TASK STATEMENT:
In the records below, find each line containing the word "Assembleia" and copy it.

Records from a collection
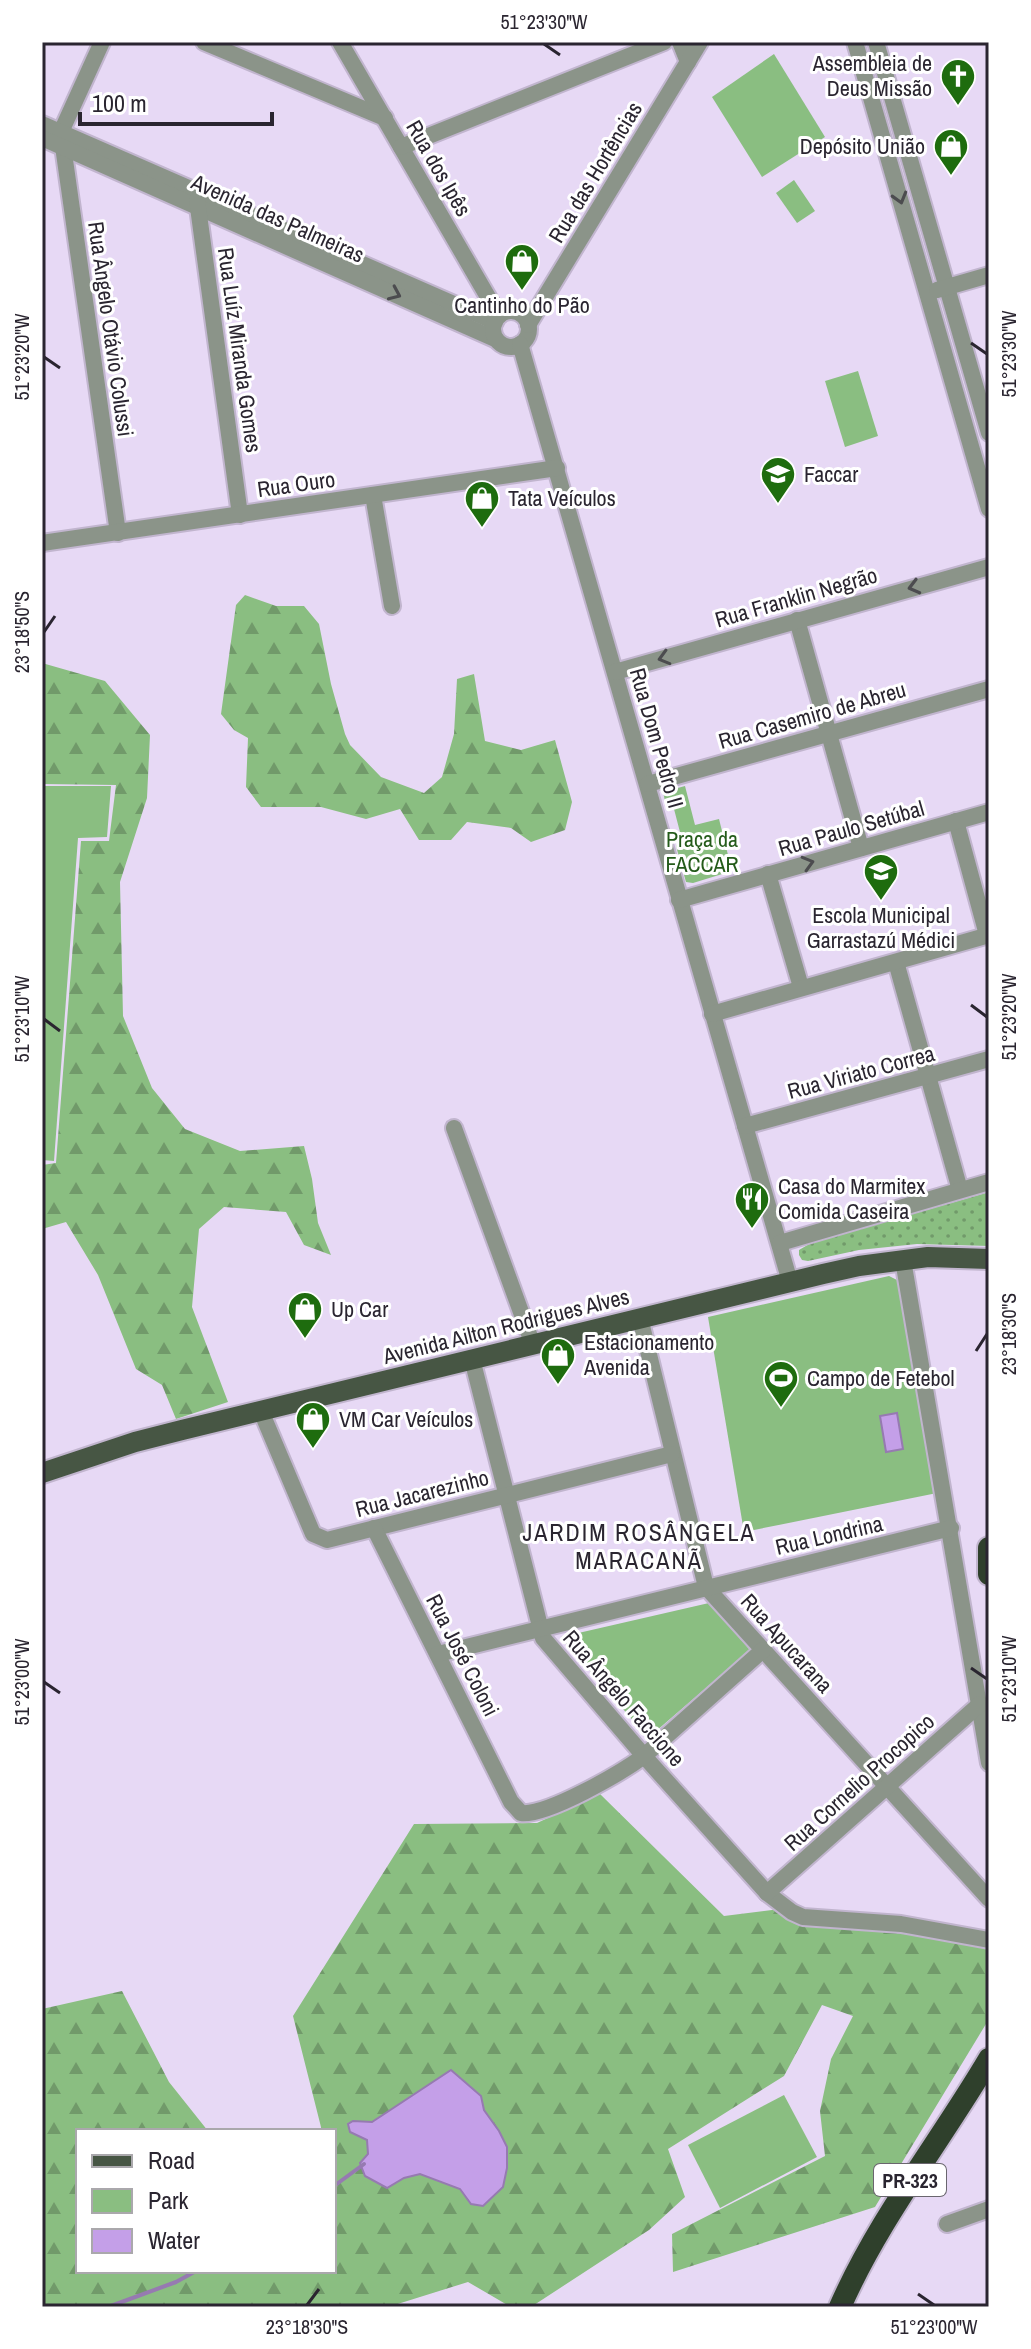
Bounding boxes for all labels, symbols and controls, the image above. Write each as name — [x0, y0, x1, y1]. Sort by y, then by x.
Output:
text: 51°23'30"W — [500, 8, 588, 35]
place label: Assembleia de Deus Missão — [812, 48, 932, 103]
church icon: Assembleia de Deus Missão — [939, 57, 977, 107]
scale bar — [80, 76, 272, 126]
text: 100 m — [92, 87, 147, 119]
street label: Rua das Hortências — [541, 96, 649, 248]
street label: Rua dos Ipês — [399, 114, 479, 222]
shop icon: Depósito União — [932, 127, 970, 177]
place label: Depósito União — [800, 131, 925, 161]
street label: Avenida das Palmeiras — [186, 166, 369, 270]
one-way arrow — [891, 190, 907, 204]
street label: Rua Ângelo Otávio Colussi — [81, 220, 141, 438]
shop icon: Cantinho do Pão — [503, 242, 541, 292]
street label: Rua Luíz Miranda Gomes — [211, 246, 269, 454]
one-way arrow — [387, 285, 401, 301]
place label: Cantinho do Pão — [454, 290, 590, 320]
text: 51°23'30"W — [995, 310, 1022, 398]
text: 51°23'20"W — [8, 313, 35, 401]
school or university icon: Faccar — [759, 455, 797, 505]
place label: Faccar — [804, 459, 858, 489]
street label: Rua Ouro — [255, 464, 337, 504]
shop icon: Tata Veículos — [463, 479, 501, 529]
place label: Tata Veículos — [508, 483, 616, 513]
street label: Rua Franklin Negrão — [711, 560, 881, 634]
one-way arrow — [907, 578, 921, 595]
text: 23°18'50"S — [8, 591, 35, 673]
one-way arrow — [657, 649, 671, 665]
street label: Rua Dom Pedro II — [623, 664, 691, 812]
street label: Rua Casemiro de Abreu — [715, 674, 909, 756]
street label: Rua Paulo Setúbal — [775, 793, 927, 863]
park label: Praça da FACCAR — [665, 824, 739, 879]
school or university icon: Escola Municipal Garrastazú Médici — [862, 852, 900, 902]
one-way arrow — [801, 856, 815, 872]
place label: Escola Municipal Garrastazú Médici — [807, 900, 955, 955]
text: 51°23'20"W — [995, 973, 1022, 1061]
text: 51°23'10"W — [8, 975, 35, 1063]
street label: Rua Viriato Correa — [784, 1038, 938, 1106]
place label: Casa do Marmitex Comida Caseira — [778, 1171, 925, 1226]
restaurant icon: Casa do Marmitex Comida Caseira — [733, 1180, 771, 1230]
street label: Avenida Ailton Rodrigues Alves — [379, 1281, 632, 1371]
shop icon: Up Car — [286, 1290, 324, 1340]
text: 23°18'30"S — [995, 1293, 1022, 1375]
place label: Up Car — [331, 1294, 388, 1324]
place label: Estacionamento Avenida — [583, 1327, 714, 1382]
shop icon: Estacionamento Avenida — [539, 1336, 577, 1386]
sports icon: Campo de Fetebol — [762, 1359, 800, 1409]
place label: Campo de Fetebol — [807, 1363, 955, 1393]
shop icon: VM Car Veículos — [294, 1400, 332, 1450]
place label: VM Car Veículos — [339, 1404, 473, 1434]
street label: Rua Jacarezinho — [352, 1462, 492, 1524]
street label: Rua Londrina — [772, 1508, 886, 1562]
district label: JARDIM ROSÂNGELA MARACANÃ — [522, 1516, 756, 1576]
street label: Rua Apucarana — [734, 1587, 840, 1699]
street label: Rua José Coloni — [419, 1589, 507, 1721]
street label: Rua Ângelo Faccione — [556, 1623, 692, 1773]
text: 51°23'10"W — [995, 1635, 1022, 1723]
text: 51°23'00"W — [8, 1638, 35, 1726]
street label: Rua Cornelio Procopico — [777, 1706, 941, 1858]
legend — [76, 2129, 336, 2273]
text: Road — [148, 2144, 195, 2176]
road number: PR-323 — [874, 2164, 946, 2196]
text: Park — [148, 2184, 189, 2216]
text: Water — [148, 2224, 200, 2256]
text: 23°18'30"S — [266, 2313, 348, 2340]
text: 51°23'00"W — [890, 2313, 978, 2340]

REPLY:
place label: Assembleia de Deus Missão — [812, 48, 932, 103]
church icon: Assembleia de Deus Missão — [939, 57, 977, 107]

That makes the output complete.